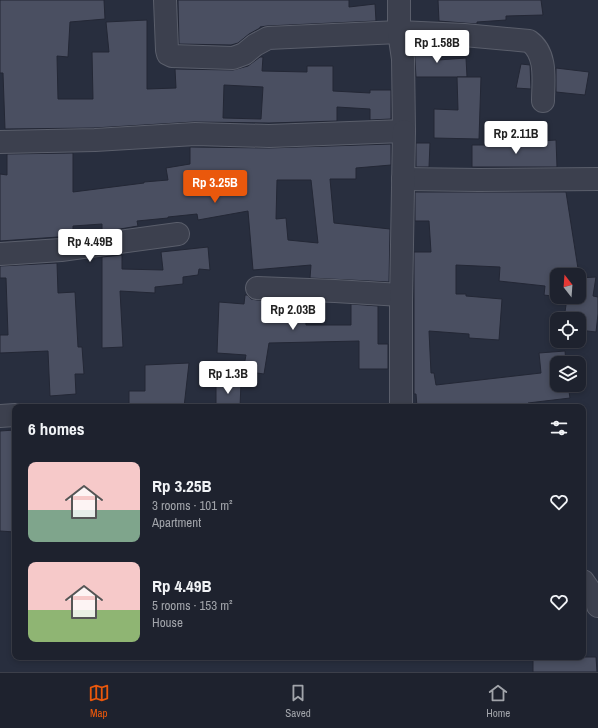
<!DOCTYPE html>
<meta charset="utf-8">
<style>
body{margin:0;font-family:"Archivo Narrow",sans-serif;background:#2b2f3a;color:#f1f3f6;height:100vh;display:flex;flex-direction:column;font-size:15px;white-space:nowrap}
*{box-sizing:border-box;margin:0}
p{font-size:13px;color:#a1a4aa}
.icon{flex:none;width:22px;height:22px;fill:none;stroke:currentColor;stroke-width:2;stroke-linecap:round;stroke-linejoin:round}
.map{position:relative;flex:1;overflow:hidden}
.panel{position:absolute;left:12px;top:404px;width:574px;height:256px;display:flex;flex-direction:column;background:#1e222e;border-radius:8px;box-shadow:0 2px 6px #0003,0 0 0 1px #3c3f4a}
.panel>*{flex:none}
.needle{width:26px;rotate:343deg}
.tools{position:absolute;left:550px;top:268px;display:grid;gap:8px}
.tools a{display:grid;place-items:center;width:36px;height:36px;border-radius:8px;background:#1e222e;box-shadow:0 2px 6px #0003,0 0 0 1px #3c3f4a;font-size:20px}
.price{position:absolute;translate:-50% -34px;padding:0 9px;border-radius:4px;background:#fff;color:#222;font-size:13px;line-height:26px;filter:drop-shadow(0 1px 2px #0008)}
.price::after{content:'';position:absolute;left:50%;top:24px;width:12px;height:9px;margin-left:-6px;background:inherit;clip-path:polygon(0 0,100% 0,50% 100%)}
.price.on{background:#ea580c;color:#fff}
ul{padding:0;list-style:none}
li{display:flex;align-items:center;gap:12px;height:100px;padding:0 16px}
li span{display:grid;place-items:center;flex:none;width:112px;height:80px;border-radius:8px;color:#555}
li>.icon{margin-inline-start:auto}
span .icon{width:48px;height:48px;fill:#fffc;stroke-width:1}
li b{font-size:17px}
h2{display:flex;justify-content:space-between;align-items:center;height:48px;padding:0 16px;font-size:17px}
.tab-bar{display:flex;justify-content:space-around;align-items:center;height:56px;border-top:1px solid #3c3f4a;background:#1e222e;font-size:11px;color:#a1a4aa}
.tab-bar a{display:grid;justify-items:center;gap:2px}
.tab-bar .on{color:#ea580c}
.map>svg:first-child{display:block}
.building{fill:#4a4f61;stroke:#232735;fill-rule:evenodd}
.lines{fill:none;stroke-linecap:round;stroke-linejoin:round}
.minor-casing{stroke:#5a5e6b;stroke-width:24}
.minor{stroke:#3c404e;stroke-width:22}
</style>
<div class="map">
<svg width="598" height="672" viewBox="0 0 598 672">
<rect width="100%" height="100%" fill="#282e3e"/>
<!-- building -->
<g class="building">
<path d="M0,0H104L105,19L70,22L68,57L57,56L58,99H93L92,52H109L106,22L147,20V89L176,88L175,69L233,70L248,66L260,57H263L262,71L307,72V66H333V91L370,93V90H391V119L370,120V109L337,107V121L269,123L194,122L94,128L5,129L3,73H0ZM224,85L263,87L261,119L223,118Z"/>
<polygon points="178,0 349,0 349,7 375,4 376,21 267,26 260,27 260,28 249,34 238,43 231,45 179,44"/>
<polygon points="438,0 541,0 543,15 506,16 506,20 477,22 477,24 439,21"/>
<polygon points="414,45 437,46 438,60 466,58 467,77 416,77"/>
<polygon points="521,64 530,65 531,89 516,88"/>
<polygon points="556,68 589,72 585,95 556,92"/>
<polygon points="457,77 481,77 479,139 434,138 434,109 458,110"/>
<polygon points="556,140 557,167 472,167 472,145 525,145 525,142"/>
<polygon points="416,143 430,143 429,167 416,167"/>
<path d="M391,144V165L356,168V179H330L334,223L390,229L389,282L310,278L311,265L253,270L248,211L198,220L197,214L168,217V218L137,221L138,226L102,232V224L73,226V236L0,241V174L7,175V154L73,153V192L144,183V182L168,180L166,168L190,164V147L269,148ZM277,180H311L318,243L288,240L286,218L276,219Z"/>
<polygon points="415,192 566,192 579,275 557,275 557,297 579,297 579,278 596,277 593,296 598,297 598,314 596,332 579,330 579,319 564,319 567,298 544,295 545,286 499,281 500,267 456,265 456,294 466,294 466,296 502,299 499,340 469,338 469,334 429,331 431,373 434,373 436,385 541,373 539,353 565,351 566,363 557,363 557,385 568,385 570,398 528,403 528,407 417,407 416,394 414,394 414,252 431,252 429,221 415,221"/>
<polygon points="208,247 210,270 199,269 198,275 183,277 183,284 155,287 155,293 120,291 123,347 102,348 102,257 122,255 122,269 163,270 161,252"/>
<polygon points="57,263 58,293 75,292 78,347 82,347 84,374 75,374 76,394 50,396 48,351 0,353 0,335 8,335 6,278 0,278 0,266"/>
<polygon points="245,295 247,295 251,299 257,300 305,302 306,325 351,325 351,304 378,306 378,344 388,344 388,369 359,369 359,341 269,343 264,374 243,371 246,355 217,353 219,302 244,304"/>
<polygon points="189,363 184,407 129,407 129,391 145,391 145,365"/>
<polygon points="216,382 241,383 240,407 216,407"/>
<polygon points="15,430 15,532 0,531 0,431"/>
<polygon points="533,657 596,657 597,672 533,672"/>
</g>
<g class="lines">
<defs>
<g id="minor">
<path d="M165,0L167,50L168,54L172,56L233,58L244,54L255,45L268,38L399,32L464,35L529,41C548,54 543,82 543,101"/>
<polyline points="0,142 95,140 195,134 269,136 404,131 403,59 399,32 399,0"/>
<polyline points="403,179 479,180 598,179"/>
<polyline points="0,254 61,250 178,234"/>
<polyline points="257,288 335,291 401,295"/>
<polyline points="401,407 401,302 404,131"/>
<polyline points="0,416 15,415"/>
<polyline points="583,581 597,601 598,606"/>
</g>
</defs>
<!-- minor casing -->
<use href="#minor" class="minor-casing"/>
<!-- minor -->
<use href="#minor" class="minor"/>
</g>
</svg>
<div class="tools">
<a><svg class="needle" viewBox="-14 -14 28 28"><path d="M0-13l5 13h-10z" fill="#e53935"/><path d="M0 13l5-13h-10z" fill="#a1a4aa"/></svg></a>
<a><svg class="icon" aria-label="locate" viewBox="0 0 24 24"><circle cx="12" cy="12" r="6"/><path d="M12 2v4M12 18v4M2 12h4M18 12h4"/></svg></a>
<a><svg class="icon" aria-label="layers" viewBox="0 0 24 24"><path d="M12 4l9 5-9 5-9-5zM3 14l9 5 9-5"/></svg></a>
</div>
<b class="price" style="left:437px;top:64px">Rp 1.58B</b>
<b class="price" style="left:516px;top:155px">Rp 2.11B</b>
<b class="price on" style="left:215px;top:204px">Rp 3.25B</b>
<b class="price" style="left:90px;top:263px">Rp 4.49B</b>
<b class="price" style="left:293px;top:331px">Rp 2.03B</b>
<b class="price" style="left:228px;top:395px">Rp 1.3B</b>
<section class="panel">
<h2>6 homes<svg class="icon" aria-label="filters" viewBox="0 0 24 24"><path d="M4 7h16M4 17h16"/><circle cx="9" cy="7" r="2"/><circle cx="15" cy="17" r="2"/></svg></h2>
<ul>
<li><span style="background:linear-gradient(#f6c9c9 60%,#7fa58c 0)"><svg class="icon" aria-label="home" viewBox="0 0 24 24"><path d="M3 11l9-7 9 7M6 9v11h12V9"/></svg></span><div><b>Rp 3.25B</b><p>3 rooms · 101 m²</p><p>Apartment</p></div><svg class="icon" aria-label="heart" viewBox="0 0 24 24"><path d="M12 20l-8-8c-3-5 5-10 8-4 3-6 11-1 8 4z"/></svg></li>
<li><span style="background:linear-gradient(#f6c9c9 60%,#8fb573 0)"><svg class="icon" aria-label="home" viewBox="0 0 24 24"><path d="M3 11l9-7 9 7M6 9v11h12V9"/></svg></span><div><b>Rp 4.49B</b><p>5 rooms · 153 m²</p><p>House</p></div><svg class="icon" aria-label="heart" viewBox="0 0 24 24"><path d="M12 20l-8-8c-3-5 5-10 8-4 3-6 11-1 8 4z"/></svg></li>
</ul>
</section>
</div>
<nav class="tab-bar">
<a class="on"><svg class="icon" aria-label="map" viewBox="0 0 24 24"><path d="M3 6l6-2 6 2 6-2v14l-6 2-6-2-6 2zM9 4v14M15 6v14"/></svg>Map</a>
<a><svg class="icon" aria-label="saved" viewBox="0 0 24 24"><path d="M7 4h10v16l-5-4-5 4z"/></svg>Saved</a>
<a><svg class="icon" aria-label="home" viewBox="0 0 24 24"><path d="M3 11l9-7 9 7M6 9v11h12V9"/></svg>Home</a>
</nav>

◇ ◇ ◇ ◇ ◇ ◇ ◇

## [WHAT YOU WILL DO]
Reproduce only the lines running from the one with "6 2 6-2v14l-6" through the final line of the listing above, both ends included.

## [YOUR SOLUTION]
<a class="on"><svg class="icon" aria-label="map" viewBox="0 0 24 24"><path d="M3 6l6-2 6 2 6-2v14l-6 2-6-2-6 2zM9 4v14M15 6v14"/></svg>Map</a>
<a><svg class="icon" aria-label="saved" viewBox="0 0 24 24"><path d="M7 4h10v16l-5-4-5 4z"/></svg>Saved</a>
<a><svg class="icon" aria-label="home" viewBox="0 0 24 24"><path d="M3 11l9-7 9 7M6 9v11h12V9"/></svg>Home</a>
</nav>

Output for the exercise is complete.